Multiple ING1 and ING2 genes in Xenopus laevis and evidence for differential association of thyroid hormone receptors and ING proteins to their promoters

ING (INhibitor of Growth) tumor suppressor proteins are epigenetic factors involved in numerous cellular processes including apoptosis in species ranging from yeast to humans. We recently isolated ING1 and ING2 transcript variants in Xenopus laevis and showed that these transcripts were differentially regulated by thyroid hormone (TH) during postembryonic development. However, no information exists regarding ING gene structure and how it relates to these differential responses to TH. To further investigate the regulation of ING genes by TH, we isolated ING1 and ING2 gene sequences and demonstrated that there are at least duplicate genes for each. The relationship between transcript variants and their responsiveness to TH were examined through promoter sequence and chromatin immunoprecipitation analyses on tail homogenates.

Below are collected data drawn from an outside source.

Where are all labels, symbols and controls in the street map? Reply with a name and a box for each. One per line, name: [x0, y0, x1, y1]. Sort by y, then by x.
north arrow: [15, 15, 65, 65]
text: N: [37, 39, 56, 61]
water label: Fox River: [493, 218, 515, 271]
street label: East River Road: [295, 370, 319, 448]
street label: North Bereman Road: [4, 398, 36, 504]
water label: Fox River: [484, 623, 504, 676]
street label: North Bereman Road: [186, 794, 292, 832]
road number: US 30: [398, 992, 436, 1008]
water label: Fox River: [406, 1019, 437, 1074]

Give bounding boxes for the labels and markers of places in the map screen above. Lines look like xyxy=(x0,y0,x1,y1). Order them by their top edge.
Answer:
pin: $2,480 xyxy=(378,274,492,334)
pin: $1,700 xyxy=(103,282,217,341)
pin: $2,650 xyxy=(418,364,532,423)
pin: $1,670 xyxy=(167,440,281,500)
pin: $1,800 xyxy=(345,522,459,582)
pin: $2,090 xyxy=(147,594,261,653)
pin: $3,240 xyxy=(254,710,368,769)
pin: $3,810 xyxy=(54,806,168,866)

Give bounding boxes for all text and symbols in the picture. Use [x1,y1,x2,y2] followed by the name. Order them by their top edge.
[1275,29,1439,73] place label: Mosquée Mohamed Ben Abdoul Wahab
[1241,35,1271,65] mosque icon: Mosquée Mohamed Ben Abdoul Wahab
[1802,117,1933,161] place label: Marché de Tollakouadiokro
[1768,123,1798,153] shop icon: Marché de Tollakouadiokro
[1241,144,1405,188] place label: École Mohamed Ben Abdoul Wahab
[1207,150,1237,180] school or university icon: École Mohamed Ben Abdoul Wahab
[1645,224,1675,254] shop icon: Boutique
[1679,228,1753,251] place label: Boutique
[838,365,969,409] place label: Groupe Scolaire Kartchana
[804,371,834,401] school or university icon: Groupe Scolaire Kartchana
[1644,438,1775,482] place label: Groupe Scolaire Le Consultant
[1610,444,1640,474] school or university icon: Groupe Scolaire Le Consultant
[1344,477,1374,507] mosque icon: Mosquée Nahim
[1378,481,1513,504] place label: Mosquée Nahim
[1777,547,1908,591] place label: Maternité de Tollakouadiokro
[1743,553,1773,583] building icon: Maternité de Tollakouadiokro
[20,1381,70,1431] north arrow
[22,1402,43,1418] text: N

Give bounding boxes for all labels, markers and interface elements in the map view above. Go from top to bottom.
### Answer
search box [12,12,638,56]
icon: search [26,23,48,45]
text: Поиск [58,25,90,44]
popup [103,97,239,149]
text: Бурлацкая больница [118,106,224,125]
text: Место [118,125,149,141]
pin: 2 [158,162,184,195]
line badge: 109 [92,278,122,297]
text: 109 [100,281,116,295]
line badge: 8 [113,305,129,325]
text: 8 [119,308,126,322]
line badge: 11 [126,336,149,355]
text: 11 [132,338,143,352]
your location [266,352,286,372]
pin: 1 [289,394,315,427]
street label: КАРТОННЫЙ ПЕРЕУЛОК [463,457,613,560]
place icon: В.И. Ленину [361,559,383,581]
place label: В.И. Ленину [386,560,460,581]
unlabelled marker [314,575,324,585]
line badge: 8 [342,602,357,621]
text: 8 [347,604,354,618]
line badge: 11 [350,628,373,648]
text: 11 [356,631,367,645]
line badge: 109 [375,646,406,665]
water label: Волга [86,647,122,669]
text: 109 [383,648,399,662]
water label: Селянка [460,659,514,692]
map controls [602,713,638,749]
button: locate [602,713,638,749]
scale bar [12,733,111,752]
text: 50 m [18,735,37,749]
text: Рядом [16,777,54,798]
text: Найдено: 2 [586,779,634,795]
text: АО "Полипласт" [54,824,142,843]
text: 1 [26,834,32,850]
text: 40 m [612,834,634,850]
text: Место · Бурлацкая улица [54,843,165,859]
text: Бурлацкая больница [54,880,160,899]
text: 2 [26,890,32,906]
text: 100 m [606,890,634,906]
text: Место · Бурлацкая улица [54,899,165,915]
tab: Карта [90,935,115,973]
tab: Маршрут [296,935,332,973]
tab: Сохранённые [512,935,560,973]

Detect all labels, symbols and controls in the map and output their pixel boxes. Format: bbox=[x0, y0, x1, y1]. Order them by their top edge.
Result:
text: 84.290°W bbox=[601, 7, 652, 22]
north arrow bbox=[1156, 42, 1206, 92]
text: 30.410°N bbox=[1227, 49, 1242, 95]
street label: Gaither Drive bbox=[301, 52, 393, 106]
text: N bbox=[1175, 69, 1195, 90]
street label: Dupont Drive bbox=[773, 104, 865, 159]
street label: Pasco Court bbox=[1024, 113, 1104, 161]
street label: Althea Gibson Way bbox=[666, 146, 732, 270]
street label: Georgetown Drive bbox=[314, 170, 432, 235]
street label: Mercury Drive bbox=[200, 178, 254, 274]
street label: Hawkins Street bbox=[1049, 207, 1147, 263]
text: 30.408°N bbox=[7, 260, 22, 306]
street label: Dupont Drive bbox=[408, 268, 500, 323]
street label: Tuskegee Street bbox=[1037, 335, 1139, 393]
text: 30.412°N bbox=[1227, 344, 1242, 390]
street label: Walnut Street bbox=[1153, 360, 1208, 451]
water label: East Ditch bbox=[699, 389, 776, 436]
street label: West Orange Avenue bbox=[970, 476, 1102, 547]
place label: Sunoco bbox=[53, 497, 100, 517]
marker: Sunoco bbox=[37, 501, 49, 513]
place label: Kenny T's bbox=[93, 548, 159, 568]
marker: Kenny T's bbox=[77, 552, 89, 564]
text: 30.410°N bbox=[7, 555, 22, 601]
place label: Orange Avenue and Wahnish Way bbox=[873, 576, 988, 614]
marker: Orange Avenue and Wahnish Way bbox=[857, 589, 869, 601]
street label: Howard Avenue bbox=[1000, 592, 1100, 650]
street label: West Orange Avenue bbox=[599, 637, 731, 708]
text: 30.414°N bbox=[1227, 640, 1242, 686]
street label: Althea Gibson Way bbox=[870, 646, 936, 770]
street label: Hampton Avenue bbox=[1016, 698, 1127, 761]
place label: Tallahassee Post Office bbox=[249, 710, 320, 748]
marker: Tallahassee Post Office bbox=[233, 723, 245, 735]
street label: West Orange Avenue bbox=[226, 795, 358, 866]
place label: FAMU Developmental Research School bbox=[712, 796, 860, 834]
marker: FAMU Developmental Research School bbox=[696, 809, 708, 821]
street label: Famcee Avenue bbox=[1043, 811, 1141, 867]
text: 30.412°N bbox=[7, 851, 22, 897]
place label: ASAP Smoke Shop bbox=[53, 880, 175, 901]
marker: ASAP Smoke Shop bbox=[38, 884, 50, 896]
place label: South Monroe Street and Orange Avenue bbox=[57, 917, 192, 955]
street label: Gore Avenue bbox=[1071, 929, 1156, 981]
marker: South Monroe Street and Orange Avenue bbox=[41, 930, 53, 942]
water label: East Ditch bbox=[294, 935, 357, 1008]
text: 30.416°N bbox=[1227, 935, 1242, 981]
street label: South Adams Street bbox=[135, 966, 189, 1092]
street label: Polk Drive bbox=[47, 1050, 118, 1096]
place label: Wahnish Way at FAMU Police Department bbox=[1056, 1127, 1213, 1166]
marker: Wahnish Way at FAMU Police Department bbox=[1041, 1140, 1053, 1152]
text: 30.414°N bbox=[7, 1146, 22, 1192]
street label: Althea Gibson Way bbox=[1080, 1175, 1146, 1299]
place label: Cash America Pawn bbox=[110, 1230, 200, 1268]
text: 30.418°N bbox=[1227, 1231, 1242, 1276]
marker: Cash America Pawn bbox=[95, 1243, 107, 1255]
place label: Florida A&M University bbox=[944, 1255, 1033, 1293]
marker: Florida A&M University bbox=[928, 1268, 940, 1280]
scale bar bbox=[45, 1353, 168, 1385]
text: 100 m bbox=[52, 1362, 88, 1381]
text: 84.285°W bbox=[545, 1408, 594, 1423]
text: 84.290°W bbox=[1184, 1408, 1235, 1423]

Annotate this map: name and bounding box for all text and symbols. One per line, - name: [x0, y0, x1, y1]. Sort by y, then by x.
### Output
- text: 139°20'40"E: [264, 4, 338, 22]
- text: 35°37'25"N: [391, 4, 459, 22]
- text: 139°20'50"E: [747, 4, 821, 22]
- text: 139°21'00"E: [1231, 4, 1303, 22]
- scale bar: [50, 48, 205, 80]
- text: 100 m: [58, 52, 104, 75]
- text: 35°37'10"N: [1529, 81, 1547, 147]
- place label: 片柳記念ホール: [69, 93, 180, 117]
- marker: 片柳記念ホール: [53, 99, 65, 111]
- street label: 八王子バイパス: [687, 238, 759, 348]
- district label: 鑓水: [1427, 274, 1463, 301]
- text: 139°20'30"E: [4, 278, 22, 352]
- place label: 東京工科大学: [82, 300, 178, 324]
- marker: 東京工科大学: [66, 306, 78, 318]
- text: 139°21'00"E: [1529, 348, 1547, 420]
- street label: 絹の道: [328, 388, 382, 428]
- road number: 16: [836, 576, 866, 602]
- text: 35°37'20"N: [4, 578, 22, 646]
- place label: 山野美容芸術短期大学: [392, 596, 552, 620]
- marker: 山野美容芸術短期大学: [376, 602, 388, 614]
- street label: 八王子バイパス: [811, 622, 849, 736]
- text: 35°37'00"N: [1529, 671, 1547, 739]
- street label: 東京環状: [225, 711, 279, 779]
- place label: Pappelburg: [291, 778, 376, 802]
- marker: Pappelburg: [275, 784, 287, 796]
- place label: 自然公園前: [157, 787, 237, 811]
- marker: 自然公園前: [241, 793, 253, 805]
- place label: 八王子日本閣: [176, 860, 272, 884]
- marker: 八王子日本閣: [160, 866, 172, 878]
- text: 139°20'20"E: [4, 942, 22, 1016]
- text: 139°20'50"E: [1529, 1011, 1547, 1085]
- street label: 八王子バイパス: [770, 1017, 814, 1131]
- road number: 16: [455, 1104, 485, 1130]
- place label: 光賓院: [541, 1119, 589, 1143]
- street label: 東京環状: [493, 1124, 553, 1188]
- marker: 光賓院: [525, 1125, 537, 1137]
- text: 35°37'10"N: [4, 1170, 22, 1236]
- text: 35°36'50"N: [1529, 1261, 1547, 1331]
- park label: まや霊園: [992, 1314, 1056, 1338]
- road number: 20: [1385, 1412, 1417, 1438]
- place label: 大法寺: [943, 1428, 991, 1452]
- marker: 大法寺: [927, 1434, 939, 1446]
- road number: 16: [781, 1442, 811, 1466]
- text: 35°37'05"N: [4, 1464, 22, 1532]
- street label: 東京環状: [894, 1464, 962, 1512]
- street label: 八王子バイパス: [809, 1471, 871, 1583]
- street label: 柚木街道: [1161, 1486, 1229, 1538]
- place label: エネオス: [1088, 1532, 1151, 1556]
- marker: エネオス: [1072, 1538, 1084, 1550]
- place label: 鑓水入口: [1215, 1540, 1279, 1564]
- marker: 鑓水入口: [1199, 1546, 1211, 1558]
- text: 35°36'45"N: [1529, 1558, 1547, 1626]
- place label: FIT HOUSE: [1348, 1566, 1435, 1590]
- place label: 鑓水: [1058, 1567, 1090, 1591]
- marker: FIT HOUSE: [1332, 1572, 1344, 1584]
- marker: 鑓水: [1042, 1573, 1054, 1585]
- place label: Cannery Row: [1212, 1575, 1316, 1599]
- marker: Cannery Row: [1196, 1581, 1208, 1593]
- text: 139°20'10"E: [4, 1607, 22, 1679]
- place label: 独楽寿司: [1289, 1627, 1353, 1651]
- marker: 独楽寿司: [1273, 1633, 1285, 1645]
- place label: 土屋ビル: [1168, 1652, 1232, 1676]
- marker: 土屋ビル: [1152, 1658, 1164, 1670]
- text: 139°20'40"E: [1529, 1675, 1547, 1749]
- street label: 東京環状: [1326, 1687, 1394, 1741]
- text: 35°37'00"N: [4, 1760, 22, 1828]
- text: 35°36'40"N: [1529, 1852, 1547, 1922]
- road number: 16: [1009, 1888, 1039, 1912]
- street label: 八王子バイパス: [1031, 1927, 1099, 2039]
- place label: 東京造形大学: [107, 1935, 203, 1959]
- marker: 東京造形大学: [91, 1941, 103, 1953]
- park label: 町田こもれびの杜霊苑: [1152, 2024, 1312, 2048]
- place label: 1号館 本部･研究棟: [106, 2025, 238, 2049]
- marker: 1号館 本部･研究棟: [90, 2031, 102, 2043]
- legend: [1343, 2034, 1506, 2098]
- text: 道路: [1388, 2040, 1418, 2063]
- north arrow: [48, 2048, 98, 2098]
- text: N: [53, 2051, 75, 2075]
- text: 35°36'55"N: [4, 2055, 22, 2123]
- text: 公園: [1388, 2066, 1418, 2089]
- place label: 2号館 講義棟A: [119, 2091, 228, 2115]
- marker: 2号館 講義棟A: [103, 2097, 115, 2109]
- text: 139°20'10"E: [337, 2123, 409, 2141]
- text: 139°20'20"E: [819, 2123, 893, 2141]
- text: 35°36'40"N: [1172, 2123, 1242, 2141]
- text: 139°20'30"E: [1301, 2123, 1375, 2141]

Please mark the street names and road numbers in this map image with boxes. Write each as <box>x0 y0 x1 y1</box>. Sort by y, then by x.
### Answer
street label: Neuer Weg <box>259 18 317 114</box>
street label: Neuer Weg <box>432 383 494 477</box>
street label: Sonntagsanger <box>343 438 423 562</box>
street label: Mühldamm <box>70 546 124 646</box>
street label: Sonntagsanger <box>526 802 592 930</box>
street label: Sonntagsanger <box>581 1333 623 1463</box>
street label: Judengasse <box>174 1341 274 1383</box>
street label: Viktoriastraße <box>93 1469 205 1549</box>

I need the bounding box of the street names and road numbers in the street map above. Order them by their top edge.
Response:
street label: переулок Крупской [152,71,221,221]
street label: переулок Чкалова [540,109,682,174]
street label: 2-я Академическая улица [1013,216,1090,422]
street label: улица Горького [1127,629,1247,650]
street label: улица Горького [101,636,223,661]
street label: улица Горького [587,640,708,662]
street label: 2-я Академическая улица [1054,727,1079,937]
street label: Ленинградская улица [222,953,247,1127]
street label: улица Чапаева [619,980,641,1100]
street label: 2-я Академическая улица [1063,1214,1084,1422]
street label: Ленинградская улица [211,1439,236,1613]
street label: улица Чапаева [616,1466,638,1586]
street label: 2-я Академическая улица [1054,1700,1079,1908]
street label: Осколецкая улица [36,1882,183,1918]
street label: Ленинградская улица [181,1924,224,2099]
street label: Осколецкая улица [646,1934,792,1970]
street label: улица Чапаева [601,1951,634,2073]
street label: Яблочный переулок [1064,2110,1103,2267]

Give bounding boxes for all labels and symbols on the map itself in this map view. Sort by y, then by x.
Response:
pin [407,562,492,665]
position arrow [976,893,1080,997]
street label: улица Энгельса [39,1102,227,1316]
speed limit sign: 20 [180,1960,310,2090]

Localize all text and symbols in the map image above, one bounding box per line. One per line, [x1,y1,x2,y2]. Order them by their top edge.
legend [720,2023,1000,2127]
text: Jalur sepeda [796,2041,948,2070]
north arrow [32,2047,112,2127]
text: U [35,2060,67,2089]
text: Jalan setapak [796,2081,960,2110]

Both TH receptors (TRs) differentially associated with ING1 and ING2 promoter regions with increased recruitment in the presence of TH. This occurred irrespective of gene transcript level response to this hormone. However, differential recruitment of RNA polymerase II corresponded well to transcript levels. ING proteins consistently associated with their own gene promoters except in the region generating the TH-inducible xING1b5 transcript. In this case, a substantial recruitment of TRβ in the absence ING proteins occurred. These data establish the TH-dependent recruitment of transcription factors to ING promoter regions and suggest that differential TR recruitment in response to TH may not be a sufficient indicator for modulating the expression of ING in the tail.